Poser avec trois porcelets tachetés dans les bras en guise de pochette d’album est une démarche plus qu’artistique. Un coup à atterrir dans le top ten des couvertures les plus risibles de l’année. Sauf lorsque le gang en question se baptise Shame. Faisant partie des premières livraisons estampillées “2018”, ces jeunes Londoniens sont prêts à essuyer les plâtres, d’où (peut être) cette jaquette décalée. Audacieux et décomplexés, ils offrent Songs of praise, un bouquet de chansons où les opposés s’attirent : urgentes mais réfléchies, brutes et ciselées, … de quoi être couvertes de louanges.
« Le feu et la fureur » …
… ou comment mettre tout le monde d’accord en 39 minutes chrono. (…) Shame n’est pas à proprement parler un nouveau groupe qui vient d’apparaître sur nos radars. Déjà en 2016, nous passions à l’antenne de Sensation Rock les remarquables Gold hole ou The lick. En février 2017, le groupe fut à l’affiche de Génériq, puis quelques mois plus tard au programme des Eurockéennes de Belfort, festival au cours duquel il avait livré une prestation sans concession le jeudi.

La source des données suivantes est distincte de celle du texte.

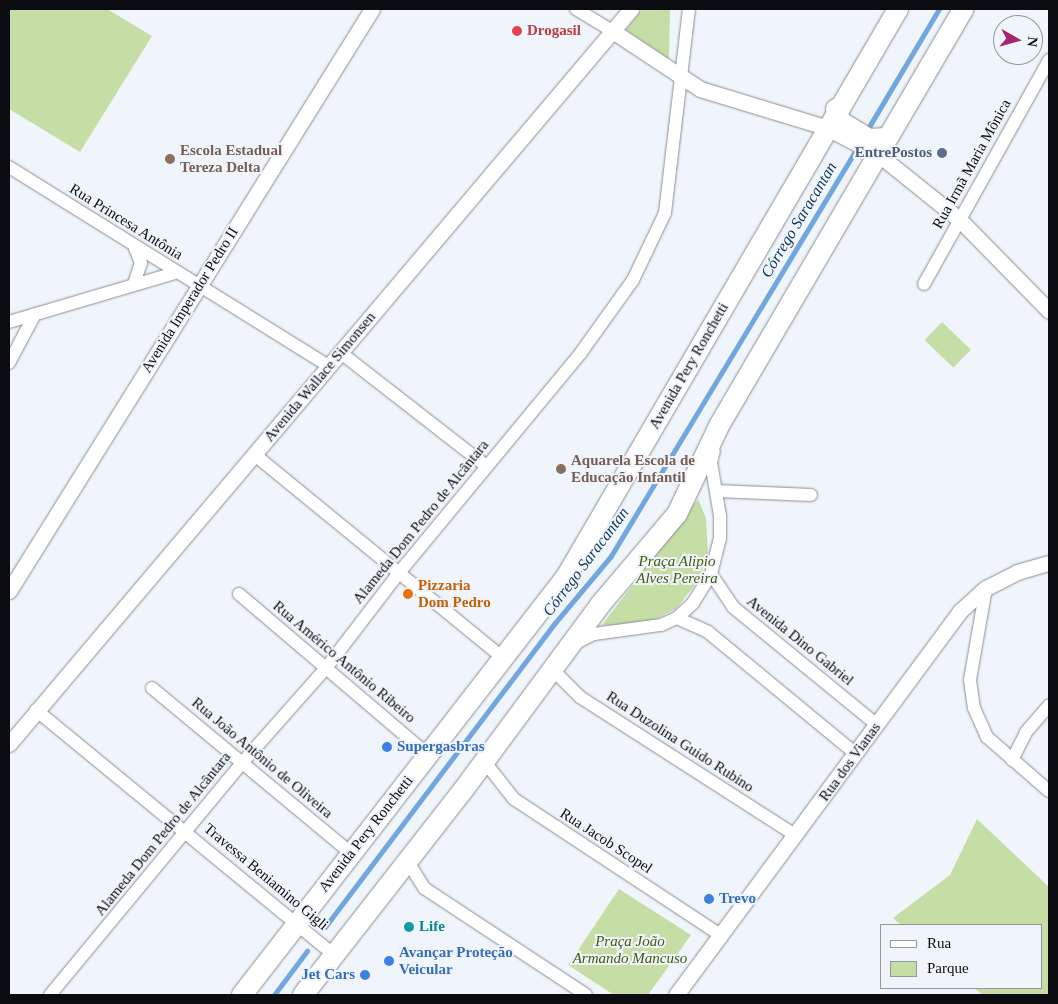 <!DOCTYPE html>
<meta charset="utf-8">
<style>
body{margin:0}
#map{position:relative;width:1058px;height:1004px;overflow:hidden;background:#f0f5fb;font-family:Georgia,serif}
div>[style]{position:absolute}
[style*='--x']{left:calc(var(--x)*1px);top:calc(var(--y)*1px);width:calc(var(--w)*1px);rotate:calc(var(--a)*1deg)}
.green>*{inset:0;background:#c7dda6;transform-origin:0 0}
.stream>*{height:4.5px;margin:-2.25px;padding:0 2.25px;transform-origin:2.25px;border-radius:2.25px;background:#71a7de}
.roads{filter:drop-shadow(0 0 1px #898e94) drop-shadow(0 0 1px #898e94)}
.minor>*{height:12px;margin:-6px;padding:0 6px;transform-origin:6px;border-radius:6px;background:#fff}
.tertiary>*{height:15px;margin:-7.5px;padding:0 7.5px;transform-origin:7.5px;border-radius:7.5px;background:#fff}
.primary>*{height:20px;margin:-10px;padding:0 10px;transform-origin:10px;border-radius:10px;background:#fff}
.dots>*{width:14px;height:14px;translate:-50% -50%;box-sizing:border-box;border:2px solid #f0f5fb;border-radius:50%}
span{translate:-50% -50%;white-space:nowrap;text-align:center;line-height:1.15;-webkit-text-stroke:4px #f0f5fb;paint-order:stroke}
.health-label{font-size:15px;color:#be3a42;font-weight:700}
.left{translate:0 -50%;text-align:left}
.education-label{font-size:15px;color:#785e54;font-weight:700}
.service-label{font-size:15px;color:#4e5e75;font-weight:700}
.right{translate:-100% -50%;text-align:right}
.street-label{font-size:15px;color:#0b0c0f}
.park-label{font-size:15px;color:#425a0c;font-style:italic}
.food-label{font-size:15px;color:#c56008;font-weight:700}
.shop-label{font-size:15px;color:#366cbe;font-weight:700}
.culture-label{font-size:15px;color:#0d838f;font-weight:700}
.water-label{font-size:16px;color:#0f365a;font-style:italic}
.frame{position:absolute;inset:0;border:10px solid #0b0c0f;pointer-events:none}
.legend{position:absolute;left:880px;top:924px;width:162px;height:65px;box-sizing:border-box;background:#f0f5fb;border:1px solid #94989d;margin:0;padding:6px 9px;list-style:none;font-size:15px;color:#0b0c0f}
.legend li{display:flex;align-items:center;gap:10px;height:25px}
.legend b{width:25px;border:1px solid #94989d}
.north{position:absolute;left:993px;top:15px;width:50px;height:50px;box-sizing:border-box;background:#f0f5fb;border:1px solid #94989d;border-radius:50%;rotate:97deg;font-size:14px;font-weight:700;line-height:20px;text-align:center;color:#0b0c0f}
.north::after{content:'';display:block;margin:auto;width:18px;height:22px;background:#a72471;clip-path:polygon(50% 0,100% 100%,50% 72%,0 100%)}
</style>
<div id="map">
<div class="green">
<i style="clip-path:polygon(9px 9px,107px 9px,152px 36px,80px 152px,9px 109px)"></i>
<i style="clip-path:polygon(642px 9px,670px 9px,669px 59px,626px 30px)"></i>
<i style="left:942px;top:322px;width:40px;height:25px;rotate:44deg"></i>
<i style="clip-path:polygon(698px 499px,706px 518px,708px 554px,698px 581px,676px 609px,639px 627px,602px 625px)"></i>
<i style="clip-path:polygon(977px 819px,1049px 887px,1049px 995px,983px 995px,974px 988px,1042px 988px,1042px 925px,901px 925px,893px 918px,950px 875px)"></i>
<i style="clip-path:polygon(619px 889px,691px 935px,648px 995px,614px 995px,568px 965px)"></i>
</div>
<div class="stream">
<i style="--x:866;--y:132;--w:143;--a:-59.3"></i>
<i style="--x:325;--y:927;--w:381;--a:-52.9"></i>
<i style="--x:555;--y:623;--w:87;--a:-50.1"></i>
<i style="--x:611;--y:556;--w:476;--a:-58.9"></i>
<i style="--x:274;--y:995;--w:55;--a:-53.1"></i>
</div>
<div class="roads">
<div class="minor">
<i style="--x:576;--y:9;--w:44;--a:31.2"></i>
<i style="--x:9;--y:167;--w:377;--a:31.9"></i>
<i style="--x:134;--y:284;--w:22;--a:-72"></i>
<i style="--x:141;--y:263;--w:16;--a:-112"></i>
<i style="--x:924;--y:284;--w:257;--a:-60.8"></i>
<i style="--x:9;--y:322;--w:172;--a:-16.5"></i>
<i style="--x:341;--y:353;--w:184;--a:37.9"></i>
<i style="--x:9;--y:363;--w:55;--a:-62"></i>
<i style="--x:255;--y:455;--w:320;--a:39.3"></i>
<i style="--x:717;--y:491;--w:94;--a:2.4"></i>
<i style="--x:711;--y:574;--w:40;--a:56"></i>
<i style="--x:733;--y:607;--w:186;--a:39.3"></i>
<i style="--x:986;--y:588;--w:93;--a:99.9"></i>
<i style="--x:970;--y:680;--w:28;--a:82"></i>
<i style="--x:974;--y:708;--w:32;--a:66"></i>
<i style="--x:987;--y:737;--w:82;--a:41.1"></i>
<i style="--x:239;--y:594;--w:248;--a:40.4"></i>
<i style="--x:677;--y:618;--w:34;--a:24"></i>
<i style="--x:708;--y:632;--w:192;--a:39.5"></i>
<i style="--x:576;--y:643;--w:20;--a:-27"></i>
<i style="--x:594;--y:634;--w:68;--a:-7.7"></i>
<i style="--x:661;--y:625;--w:17;--a:-24"></i>
<i style="--x:677;--y:618;--w:22;--a:-43"></i>
<i style="--x:693;--y:603;--w:34;--a:-58"></i>
<i style="--x:711;--y:574;--w:36;--a:-76"></i>
<i style="--x:720;--y:539;--w:23;--a:-90"></i>
<i style="--x:720;--y:516;--w:55;--a:-99.5"></i>
<i style="--x:711;--y:462;--w:11;--a:-75"></i>
<i style="--x:552;--y:669;--w:40;--a:45"></i>
<i style="--x:580;--y:697;--w:255;--a:32.7"></i>
<i style="--x:152;--y:688;--w:259;--a:39.7"></i>
<i style="--x:36;--y:710;--w:388;--a:39.4"></i>
<i style="--x:1012;--y:760;--w:31;--a:-63"></i>
<i style="--x:1026;--y:732;--w:35;--a:-49"></i>
<i style="--x:484;--y:761;--w:48;--a:51.7"></i>
<i style="--x:514;--y:799;--w:249;--a:33.4"></i>
<i style="--x:408;--y:862;--w:31;--a:58"></i>
<i style="--x:424;--y:888;--w:194;--a:33.4"></i>
<i style="--x:50;--y:995;--w:301;--a:-50.4"></i>
<i style="--x:242;--y:763;--w:127;--a:-48.5"></i>
<i style="--x:326;--y:668;--w:118;--a:-52.5"></i>
<i style="--x:398;--y:574;--w:286;--a:-50.4"></i>
<i style="--x:580;--y:354;--w:91;--a:-54.4"></i>
<i style="--x:633;--y:280;--w:74;--a:-64.5"></i>
<i style="--x:665;--y:213;--w:205;--a:-83.3"></i>
</div>
<div class="tertiary">
<i style="--x:614;--y:32;--w:103;--a:33.5"></i>
<i style="--x:700;--y:89;--w:131;--a:16.9"></i>
<i style="--x:825;--y:127;--w:61;--a:27.4"></i>
<i style="--x:879;--y:155;--w:104;--a:38.7"></i>
<i style="--x:960;--y:220;--w:127;--a:45.6"></i>
<i style="--x:9;--y:591;--w:686;--a:-58.05"></i>
<i style="--x:9;--y:744;--w:963;--a:-49.76"></i>
<i style="--x:676;--y:995;--w:476;--a:-53.5"></i>
<i style="--x:959;--y:612;--w:36;--a:-42"></i>
<i style="--x:986;--y:588;--w:35;--a:-27"></i>
<i style="--x:1017;--y:572;--w:33;--a:-16"></i>
</div>
<div class="primary">
<i style="--x:836;--y:109;--w:14;--a:69"></i>
<i style="--x:841;--y:122;--w:33;--a:31"></i>
<i style="--x:869;--y:139;--w:18;--a:-3"></i>
<i style="--x:242;--y:995;--w:529;--a:-52.22"></i>
<i style="--x:566;--y:577;--w:658;--a:-59.69"></i>
<i style="--x:303;--y:995;--w:261;--a:-52"></i>
<i style="--x:464;--y:789;--w:229;--a:-53.5"></i>
<i style="--x:600;--y:605;--w:119;--a:-49.8"></i>
<i style="--x:677;--y:514;--w:100;--a:-64.5"></i>
<i style="--x:720;--y:424;--w:481;--a:-59.6"></i>
</div>
</div>
<div class="dots">
<i style="left:517px;top:31px;background:#e0444e"></i>
<i style="left:942px;top:153px;background:#5c6f8a"></i>
<i style="left:170px;top:159px;background:#8d6e63"></i>
<i style="left:561px;top:469px;background:#8d6e63"></i>
<i style="left:408px;top:594px;background:#e8710a"></i>
<i style="left:387px;top:747px;background:#3f7fe0"></i>
<i style="left:709px;top:899px;background:#3f7fe0"></i>
<i style="left:409px;top:927px;background:#0f9aa8"></i>
<i style="left:389px;top:961px;background:#3f7fe0"></i>
<i style="left:365px;top:975px;background:#3f7fe0"></i>
</div>
<div class="health-label">
<span class="left" style="left:527px;top:31px">Drogasil</span>
</div>
<div class="education-label">
<span class="left" style="left:180px;top:159px">Escola Estadual<br>Tereza Delta</span>
<span class="left" style="left:571px;top:469px">Aquarela Escola de<br>Educação Infantil</span>
</div>
<div class="service-label">
<span class="right" style="left:932px;top:153px">EntrePostos</span>
</div>
<div class="street-label">
<span style="left:972px;top:164px;rotate:-61deg">Rua Irmã Maria Mônica</span>
<span style="left:126px;top:222px;rotate:32deg">Rua Princesa Antônia</span>
<span style="left:190px;top:300px;rotate:-58deg">Avenida Imperador Pedro II</span>
<span style="left:689px;top:366px;rotate:-60deg">Avenida Pery Ronchetti</span>
<span style="left:320px;top:377px;rotate:-50deg">Avenida Wallace Simonsen</span>
<span style="left:421px;top:522px;rotate:-51deg">Alameda Dom Pedro de Alcântara</span>
<span style="left:800px;top:641px;rotate:39deg">Avenida Dino Gabriel</span>
<span style="left:344px;top:662px;rotate:40deg">Rua Américo Antônio Ribeiro</span>
<span style="left:680px;top:742px;rotate:33deg">Rua Duzolina Guido Rubino</span>
<span style="left:262px;top:758px;rotate:40deg">Rua João Antônio de Oliveira</span>
<span style="left:850px;top:762px;rotate:-54deg">Rua dos Vianas</span>
<span style="left:163px;top:834px;rotate:-51deg">Alameda Dom Pedro de Alcântara</span>
<span style="left:366px;top:834px;rotate:-52deg">Avenida Pery Ronchetti</span>
<span style="left:606px;top:841px;rotate:33deg">Rua Jacob Scopel</span>
<span style="left:266px;top:877px;rotate:40deg">Travessa Beniamino Gigli</span>
</div>
<div class="park-label">
<span style="left:677px;top:570px">Praça Alipio<br>Alves Pereira</span>
<span style="left:630px;top:950px">Praça João<br>Armando Mancuso</span>
</div>
<div class="food-label">
<span class="left" style="left:418px;top:594px">Pizzaria<br>Dom Pedro</span>
</div>
<div class="shop-label">
<span class="left" style="left:397px;top:747px">Supergasbras</span>
<span class="left" style="left:719px;top:899px">Trevo</span>
<span class="left" style="left:399px;top:961px">Avançar Proteção<br>Veicular</span>
<span class="right" style="left:355px;top:975px">Jet Cars</span>
</div>
<div class="culture-label">
<span class="left" style="left:419px;top:927px">Life</span>
</div>
<div class="water-label">
<span style="left:799px;top:220px;rotate:-59deg">Córrego Saracantan</span>
<span style="left:586px;top:562px;rotate:-53deg">Córrego Saracantan</span>
</div>
<div class="frame"></div>
<ul class="legend">
<li><b style="height:6px;background:#fff"></b>Rua</li>
<li><b style="height:14px;background:#c7dda6"></b>Parque</li>
</ul>
<div class="north">N</div>
</div>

Avec Songs of praise le quintet franchit donc un cap en condensant toute son énergie sur une galette. Et avec Dust on trial, quelle entrée en matière ! Le son est résolument abrasif et punchy. Une constante dans cet album, véritable florilège de titres rugueux, comme des hymnes bagarreurs débordants d’énergie et traversés par une tension qui flirte toujours avec le point de rupture. Les guitares décapantes sont accompagnées d’une basse tenace, oeuvrant telle une colonne vertébrale sur Concrete et Lampoon. Condensé de punk aiguisé, bruitiste (Donk) fonçant à bride abattue, de new wave plus lente, vénéneuse, éthylique (le très stonerosien The lick), voire groovy (Tasteless, Friction), Shame danse autour des grands totems du genre : The Clash, The Stooges, New Order et bien d’autres plus récents comme The Libertines.
… au cœur du chant.
Au sein de cette bande de sales gosses prêts à en découdre, il y a surtout Charlie Steen. Au-delà de son attitude et de son regard troublant, à certains égards proche d’un John Lydon, il y a cette voix furieusement changeante. Vicieuse et troublante durant les passages calmes (Dust on trial), elle devient grasse et naturellement saturée lorsque retentissent les refrains hurlés sans aucune retenue. Alors le stade londonien, le pub du coin de la rue et les effluves de houblon apparaissent (One Rizla). Véritable boule de colère avec la rage aux lèvres, le frontman appartient à la fratrie des teigneux, des rentre-dedans comme Frank Carter, Joe Talbot et bien sûr Francis Begbie dans Trainspotting. Dans cette rixe sonore, le groupe s’offre toutefois une issue plus douce, matée de britpop avec Angie. Preuve si l’en fallait une que ces jeunots ont plus d’une corde à leur arc.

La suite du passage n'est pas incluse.